At a used book sale a few weeks ago, one of the items I picked up was Songs After Lincoln, a book by Paul Horgan, an author of whom I knew nothing. (copyright 1960, 1965, Farrar, Straus and Giroux)
I still know little of him, but I have learned that he was a prolific author and historian, who won not one, but two Pulitzer Prizes in history, both for books about New Mexico history. Here is a link to his wikipedia page, but for those looking for a more reliable source, this short biography should work.
This versatile writer wrote this particular volume "as a commemorative observance of an event that touched all Americans one hundred years ago," according to the dust jacket, which was referring to President Abraham Lincoln's assassination. Horgan, it continues, "returns to his earliest forms of expression as an author" in this book that was the "fruit of a life-long interest in the Civil War and its greatest hero."

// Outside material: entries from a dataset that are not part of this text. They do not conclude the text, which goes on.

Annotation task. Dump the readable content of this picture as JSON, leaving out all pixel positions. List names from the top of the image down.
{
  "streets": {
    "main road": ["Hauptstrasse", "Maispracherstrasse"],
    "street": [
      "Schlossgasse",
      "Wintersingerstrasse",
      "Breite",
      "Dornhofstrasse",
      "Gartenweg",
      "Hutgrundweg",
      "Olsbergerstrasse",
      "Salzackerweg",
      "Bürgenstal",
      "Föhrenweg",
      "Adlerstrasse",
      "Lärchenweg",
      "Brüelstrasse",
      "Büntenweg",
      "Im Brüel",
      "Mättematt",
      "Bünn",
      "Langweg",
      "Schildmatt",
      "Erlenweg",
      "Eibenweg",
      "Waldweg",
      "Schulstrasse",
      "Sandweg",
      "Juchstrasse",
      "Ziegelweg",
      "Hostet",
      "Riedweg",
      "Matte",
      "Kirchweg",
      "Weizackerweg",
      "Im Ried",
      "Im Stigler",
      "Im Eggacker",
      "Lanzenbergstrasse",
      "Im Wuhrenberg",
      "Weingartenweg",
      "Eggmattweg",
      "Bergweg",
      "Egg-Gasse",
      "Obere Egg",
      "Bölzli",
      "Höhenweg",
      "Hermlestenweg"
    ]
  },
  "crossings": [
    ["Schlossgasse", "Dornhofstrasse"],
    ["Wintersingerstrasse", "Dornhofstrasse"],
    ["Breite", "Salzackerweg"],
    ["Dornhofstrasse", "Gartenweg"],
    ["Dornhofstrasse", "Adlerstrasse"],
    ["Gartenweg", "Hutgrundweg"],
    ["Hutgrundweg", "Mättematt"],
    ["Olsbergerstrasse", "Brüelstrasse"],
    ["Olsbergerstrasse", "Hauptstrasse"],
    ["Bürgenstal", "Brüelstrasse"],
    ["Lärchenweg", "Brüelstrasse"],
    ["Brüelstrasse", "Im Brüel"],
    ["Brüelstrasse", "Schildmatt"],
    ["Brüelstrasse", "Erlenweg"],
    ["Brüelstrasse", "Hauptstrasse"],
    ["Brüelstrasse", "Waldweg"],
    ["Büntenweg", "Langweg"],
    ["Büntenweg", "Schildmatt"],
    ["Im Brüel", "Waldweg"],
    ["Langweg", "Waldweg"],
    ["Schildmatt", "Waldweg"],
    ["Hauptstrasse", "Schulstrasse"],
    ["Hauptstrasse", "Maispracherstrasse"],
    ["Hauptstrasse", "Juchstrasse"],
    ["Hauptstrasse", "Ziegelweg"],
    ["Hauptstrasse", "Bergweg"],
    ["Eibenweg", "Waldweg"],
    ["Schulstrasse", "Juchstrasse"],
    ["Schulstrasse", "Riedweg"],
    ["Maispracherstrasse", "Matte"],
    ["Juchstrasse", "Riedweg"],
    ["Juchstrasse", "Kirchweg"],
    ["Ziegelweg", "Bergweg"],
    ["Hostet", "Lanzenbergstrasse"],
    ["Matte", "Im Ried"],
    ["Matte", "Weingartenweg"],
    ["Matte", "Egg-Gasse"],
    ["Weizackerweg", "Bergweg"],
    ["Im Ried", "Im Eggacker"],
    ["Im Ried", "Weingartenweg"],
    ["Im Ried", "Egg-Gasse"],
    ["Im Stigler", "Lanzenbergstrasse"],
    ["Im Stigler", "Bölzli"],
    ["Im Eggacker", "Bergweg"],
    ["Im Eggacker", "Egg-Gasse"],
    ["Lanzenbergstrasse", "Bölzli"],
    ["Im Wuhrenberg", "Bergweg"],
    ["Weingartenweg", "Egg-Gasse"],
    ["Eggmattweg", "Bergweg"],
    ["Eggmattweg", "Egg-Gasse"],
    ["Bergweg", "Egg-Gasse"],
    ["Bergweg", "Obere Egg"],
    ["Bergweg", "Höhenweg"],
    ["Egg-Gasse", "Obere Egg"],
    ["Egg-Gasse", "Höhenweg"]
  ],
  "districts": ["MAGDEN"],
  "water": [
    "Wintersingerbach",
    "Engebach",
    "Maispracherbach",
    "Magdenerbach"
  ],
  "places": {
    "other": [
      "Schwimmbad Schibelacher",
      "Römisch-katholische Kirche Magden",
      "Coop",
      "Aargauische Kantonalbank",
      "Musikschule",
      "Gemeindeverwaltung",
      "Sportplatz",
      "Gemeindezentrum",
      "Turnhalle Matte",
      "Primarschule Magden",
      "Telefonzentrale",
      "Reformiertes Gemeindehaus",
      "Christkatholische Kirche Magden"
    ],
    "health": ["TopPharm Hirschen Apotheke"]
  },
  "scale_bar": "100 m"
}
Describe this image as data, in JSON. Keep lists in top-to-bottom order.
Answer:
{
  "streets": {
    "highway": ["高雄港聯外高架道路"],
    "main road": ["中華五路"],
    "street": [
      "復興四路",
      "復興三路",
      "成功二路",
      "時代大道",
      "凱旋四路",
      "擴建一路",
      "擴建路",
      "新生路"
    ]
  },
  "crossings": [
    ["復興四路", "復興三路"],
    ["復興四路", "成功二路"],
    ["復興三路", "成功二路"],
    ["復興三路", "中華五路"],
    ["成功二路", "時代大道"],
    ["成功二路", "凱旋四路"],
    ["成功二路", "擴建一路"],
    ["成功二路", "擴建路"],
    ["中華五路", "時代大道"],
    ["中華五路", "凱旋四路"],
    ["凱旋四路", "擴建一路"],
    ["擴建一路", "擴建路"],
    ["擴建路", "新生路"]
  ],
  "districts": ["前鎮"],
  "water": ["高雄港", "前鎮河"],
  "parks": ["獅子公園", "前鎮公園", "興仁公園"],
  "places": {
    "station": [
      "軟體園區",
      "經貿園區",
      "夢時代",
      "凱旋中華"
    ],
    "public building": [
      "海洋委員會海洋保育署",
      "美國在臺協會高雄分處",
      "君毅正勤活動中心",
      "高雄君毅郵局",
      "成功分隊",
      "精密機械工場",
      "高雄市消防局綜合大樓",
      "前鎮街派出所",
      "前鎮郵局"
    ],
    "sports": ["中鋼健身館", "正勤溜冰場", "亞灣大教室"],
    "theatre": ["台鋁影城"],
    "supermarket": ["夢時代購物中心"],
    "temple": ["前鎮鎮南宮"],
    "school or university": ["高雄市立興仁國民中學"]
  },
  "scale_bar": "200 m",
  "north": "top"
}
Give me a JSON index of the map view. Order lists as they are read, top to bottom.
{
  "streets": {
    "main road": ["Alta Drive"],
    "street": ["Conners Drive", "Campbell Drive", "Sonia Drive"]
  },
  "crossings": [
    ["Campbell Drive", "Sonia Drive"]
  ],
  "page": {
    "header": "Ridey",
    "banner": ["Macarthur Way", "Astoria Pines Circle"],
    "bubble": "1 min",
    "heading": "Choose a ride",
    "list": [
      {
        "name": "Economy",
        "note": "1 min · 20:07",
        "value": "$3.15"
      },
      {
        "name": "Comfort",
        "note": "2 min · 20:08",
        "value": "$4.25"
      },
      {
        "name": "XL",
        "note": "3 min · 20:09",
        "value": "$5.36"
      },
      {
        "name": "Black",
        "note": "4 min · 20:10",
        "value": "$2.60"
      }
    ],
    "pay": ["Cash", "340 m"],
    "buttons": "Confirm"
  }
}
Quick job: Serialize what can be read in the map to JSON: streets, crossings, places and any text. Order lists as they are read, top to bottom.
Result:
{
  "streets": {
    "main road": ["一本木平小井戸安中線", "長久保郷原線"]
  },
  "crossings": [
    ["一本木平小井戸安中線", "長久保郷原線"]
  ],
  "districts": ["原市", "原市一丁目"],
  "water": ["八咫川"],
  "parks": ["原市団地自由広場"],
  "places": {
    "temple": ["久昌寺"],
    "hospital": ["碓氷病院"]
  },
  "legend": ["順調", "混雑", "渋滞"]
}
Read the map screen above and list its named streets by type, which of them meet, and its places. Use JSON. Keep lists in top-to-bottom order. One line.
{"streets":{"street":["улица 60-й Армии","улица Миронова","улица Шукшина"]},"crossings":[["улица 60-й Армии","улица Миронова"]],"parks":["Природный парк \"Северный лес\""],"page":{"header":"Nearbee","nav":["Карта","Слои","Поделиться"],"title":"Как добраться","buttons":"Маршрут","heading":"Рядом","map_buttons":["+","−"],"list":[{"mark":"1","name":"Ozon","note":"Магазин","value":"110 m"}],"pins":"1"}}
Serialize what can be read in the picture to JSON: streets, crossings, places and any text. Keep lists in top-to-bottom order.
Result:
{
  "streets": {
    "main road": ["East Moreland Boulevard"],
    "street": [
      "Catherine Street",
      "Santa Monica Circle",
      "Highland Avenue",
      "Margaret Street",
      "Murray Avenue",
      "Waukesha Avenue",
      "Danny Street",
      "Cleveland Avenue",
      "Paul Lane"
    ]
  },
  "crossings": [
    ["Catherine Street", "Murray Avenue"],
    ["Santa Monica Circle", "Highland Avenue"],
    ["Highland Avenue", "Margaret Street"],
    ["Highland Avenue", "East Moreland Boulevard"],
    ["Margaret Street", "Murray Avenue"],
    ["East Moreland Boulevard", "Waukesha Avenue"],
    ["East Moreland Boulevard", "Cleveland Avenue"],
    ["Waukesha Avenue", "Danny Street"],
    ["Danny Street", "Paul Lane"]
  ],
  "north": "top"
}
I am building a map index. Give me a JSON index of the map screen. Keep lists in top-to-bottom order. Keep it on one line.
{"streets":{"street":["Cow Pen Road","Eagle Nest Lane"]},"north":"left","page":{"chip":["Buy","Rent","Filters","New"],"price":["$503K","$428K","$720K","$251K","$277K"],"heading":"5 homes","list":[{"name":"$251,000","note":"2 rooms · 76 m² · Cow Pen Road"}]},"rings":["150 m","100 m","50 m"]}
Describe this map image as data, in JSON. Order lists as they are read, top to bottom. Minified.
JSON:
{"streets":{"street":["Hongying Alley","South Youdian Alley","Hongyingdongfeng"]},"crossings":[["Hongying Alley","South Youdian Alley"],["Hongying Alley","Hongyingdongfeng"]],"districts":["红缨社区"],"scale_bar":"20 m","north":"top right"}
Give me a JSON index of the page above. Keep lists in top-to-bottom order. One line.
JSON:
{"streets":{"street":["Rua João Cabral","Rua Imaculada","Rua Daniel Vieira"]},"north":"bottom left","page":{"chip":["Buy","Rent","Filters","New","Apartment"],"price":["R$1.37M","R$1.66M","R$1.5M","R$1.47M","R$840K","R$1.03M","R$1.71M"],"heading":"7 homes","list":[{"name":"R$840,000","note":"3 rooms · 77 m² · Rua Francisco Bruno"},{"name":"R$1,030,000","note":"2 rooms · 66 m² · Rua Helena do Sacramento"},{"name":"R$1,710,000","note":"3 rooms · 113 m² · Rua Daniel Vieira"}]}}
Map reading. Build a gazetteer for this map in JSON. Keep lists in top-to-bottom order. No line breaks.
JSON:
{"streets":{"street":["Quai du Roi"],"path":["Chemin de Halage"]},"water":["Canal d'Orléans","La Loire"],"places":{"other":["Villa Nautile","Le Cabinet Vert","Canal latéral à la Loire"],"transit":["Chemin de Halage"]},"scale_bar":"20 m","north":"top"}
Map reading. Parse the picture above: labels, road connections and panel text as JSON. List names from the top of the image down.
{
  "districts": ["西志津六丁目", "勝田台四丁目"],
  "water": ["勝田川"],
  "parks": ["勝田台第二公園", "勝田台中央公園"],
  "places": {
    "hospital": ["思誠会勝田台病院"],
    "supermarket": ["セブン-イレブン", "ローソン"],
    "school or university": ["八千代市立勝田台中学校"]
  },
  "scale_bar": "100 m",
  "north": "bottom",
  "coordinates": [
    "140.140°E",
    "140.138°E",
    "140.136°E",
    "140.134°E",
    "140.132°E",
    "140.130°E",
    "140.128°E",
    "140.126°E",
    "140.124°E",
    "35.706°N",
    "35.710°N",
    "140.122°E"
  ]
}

I may return to this book from time-to-time with some of his writings, but tonight I will republish the one he entitled "Biography" from pages 59 and 60 of this volume.
Did you ramble in the wood,
Abe, my boy?
I got lost within the wood,
But there I listened as I stood
And I learned everything I could,
Said Abe, the boy.
Did you come round the river's bend,
Young Abraham?
I saw round the river's bend,
I saw what we'd have to fend,
And how to steer until the end,
Said Abraham
Did you gaze at books, and wonder,
As a hired man?
Any book seemed all of wonder,
Strong enough to set asunder
This from that, almost like thunder,
Said the hired man.
Did you measure our own land,
Mr Surveyor?
I legged my chains across the land,
I studied late on what I spanned,
And so discovered where I'd stand,
Said the surveyor.
Said the surveyor.
Did you seek the word of law,
Mr. Attorney?
I saw nature in the law,
And fate weighed heavy by a straw,
And it was my own life I saw,
Said the attorney.
Did you ponder on the War,
Commander-in-Chief?
I never could escape the War
I knew what we were fighting for,
It beat within my very core,
Said the commander-in-chief.
Did you know what had to come,
Mr. President?
I often dreamed of what might come,
But not where it was coming from,
I knew the numbers, not the sum,
Said the President.
I admit I'm curious as to why there are not verses on Mary Todd (or Anne Rutledge) or emancipation, and this work will never be mistaken for Shakespeare, but I still found it an interesting way to summarize Lincoln's life in verse.